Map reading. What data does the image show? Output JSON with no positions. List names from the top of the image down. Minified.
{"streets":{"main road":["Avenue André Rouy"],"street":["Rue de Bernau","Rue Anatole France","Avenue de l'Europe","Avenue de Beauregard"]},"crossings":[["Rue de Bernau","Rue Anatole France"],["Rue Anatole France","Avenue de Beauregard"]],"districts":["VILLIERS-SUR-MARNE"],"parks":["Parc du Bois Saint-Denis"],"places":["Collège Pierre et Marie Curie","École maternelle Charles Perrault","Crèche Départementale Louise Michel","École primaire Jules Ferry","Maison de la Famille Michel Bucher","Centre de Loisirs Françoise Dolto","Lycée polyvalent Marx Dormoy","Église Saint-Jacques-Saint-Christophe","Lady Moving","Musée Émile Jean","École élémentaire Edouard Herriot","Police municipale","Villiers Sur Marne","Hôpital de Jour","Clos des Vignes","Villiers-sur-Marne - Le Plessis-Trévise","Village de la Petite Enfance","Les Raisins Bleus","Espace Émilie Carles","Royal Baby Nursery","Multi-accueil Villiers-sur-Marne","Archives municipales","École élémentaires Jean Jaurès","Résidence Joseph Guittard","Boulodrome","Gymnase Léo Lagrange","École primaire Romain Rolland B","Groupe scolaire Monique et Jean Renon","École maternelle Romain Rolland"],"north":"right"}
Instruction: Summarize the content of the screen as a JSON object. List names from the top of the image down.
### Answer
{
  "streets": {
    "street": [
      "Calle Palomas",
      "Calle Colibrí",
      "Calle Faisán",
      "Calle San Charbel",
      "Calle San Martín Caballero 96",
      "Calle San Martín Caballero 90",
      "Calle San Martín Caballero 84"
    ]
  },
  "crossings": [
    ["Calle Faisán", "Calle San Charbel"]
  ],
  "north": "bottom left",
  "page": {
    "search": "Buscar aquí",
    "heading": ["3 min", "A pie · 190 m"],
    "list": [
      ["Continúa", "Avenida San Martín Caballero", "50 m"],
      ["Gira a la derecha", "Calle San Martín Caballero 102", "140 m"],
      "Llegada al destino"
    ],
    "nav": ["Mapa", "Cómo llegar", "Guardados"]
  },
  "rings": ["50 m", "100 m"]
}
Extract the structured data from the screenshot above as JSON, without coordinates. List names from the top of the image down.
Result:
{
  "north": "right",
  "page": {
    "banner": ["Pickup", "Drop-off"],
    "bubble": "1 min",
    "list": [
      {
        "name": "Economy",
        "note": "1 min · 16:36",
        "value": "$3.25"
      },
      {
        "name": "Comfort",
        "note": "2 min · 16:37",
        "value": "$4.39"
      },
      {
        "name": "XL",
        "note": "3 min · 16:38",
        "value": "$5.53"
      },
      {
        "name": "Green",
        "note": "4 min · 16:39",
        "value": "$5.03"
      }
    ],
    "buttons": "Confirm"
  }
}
----------
## Task prompt
Go through the entries above and copy each line holding the string "Faisán".

## Response below
      "Calle Faisán",
    ["Calle Faisán", "Calle San Charbel"]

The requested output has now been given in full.